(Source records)
****************
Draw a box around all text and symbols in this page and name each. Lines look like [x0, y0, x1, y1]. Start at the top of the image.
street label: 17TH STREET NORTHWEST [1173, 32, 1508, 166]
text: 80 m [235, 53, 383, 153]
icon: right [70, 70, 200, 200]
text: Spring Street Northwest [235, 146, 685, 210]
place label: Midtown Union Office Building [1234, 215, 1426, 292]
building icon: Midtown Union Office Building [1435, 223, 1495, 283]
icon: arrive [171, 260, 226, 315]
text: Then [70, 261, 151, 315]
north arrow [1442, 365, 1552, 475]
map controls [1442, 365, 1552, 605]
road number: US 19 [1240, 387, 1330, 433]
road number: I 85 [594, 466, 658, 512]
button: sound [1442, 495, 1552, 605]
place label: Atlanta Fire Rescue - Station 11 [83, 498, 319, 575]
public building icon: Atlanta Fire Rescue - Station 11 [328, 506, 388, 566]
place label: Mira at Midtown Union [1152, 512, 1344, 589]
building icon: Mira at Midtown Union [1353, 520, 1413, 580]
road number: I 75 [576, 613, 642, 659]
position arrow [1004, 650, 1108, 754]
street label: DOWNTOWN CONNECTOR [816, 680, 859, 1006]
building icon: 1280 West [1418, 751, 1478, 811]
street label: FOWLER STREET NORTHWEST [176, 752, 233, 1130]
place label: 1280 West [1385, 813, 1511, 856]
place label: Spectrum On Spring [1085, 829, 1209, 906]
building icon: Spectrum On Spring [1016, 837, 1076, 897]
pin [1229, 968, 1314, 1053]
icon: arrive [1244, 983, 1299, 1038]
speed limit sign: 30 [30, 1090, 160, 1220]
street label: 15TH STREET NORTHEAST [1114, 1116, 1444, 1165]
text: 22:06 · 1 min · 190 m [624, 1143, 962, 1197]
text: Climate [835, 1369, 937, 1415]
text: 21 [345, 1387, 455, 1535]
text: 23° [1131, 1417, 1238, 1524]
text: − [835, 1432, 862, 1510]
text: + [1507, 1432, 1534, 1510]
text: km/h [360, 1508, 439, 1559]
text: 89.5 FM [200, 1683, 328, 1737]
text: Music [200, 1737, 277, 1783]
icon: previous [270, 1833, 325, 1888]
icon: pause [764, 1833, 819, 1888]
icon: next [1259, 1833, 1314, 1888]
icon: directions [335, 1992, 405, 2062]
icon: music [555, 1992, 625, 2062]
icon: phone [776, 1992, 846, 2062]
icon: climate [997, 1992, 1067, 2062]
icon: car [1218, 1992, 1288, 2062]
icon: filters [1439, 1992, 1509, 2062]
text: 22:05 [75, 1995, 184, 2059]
****************
THE PROBLEM
Reproduce every line in the records above that contains the word "Office".

ANSWER TO THIS TASK
place label: Midtown Union Office Building [1234, 215, 1426, 292]
building icon: Midtown Union Office Building [1435, 223, 1495, 283]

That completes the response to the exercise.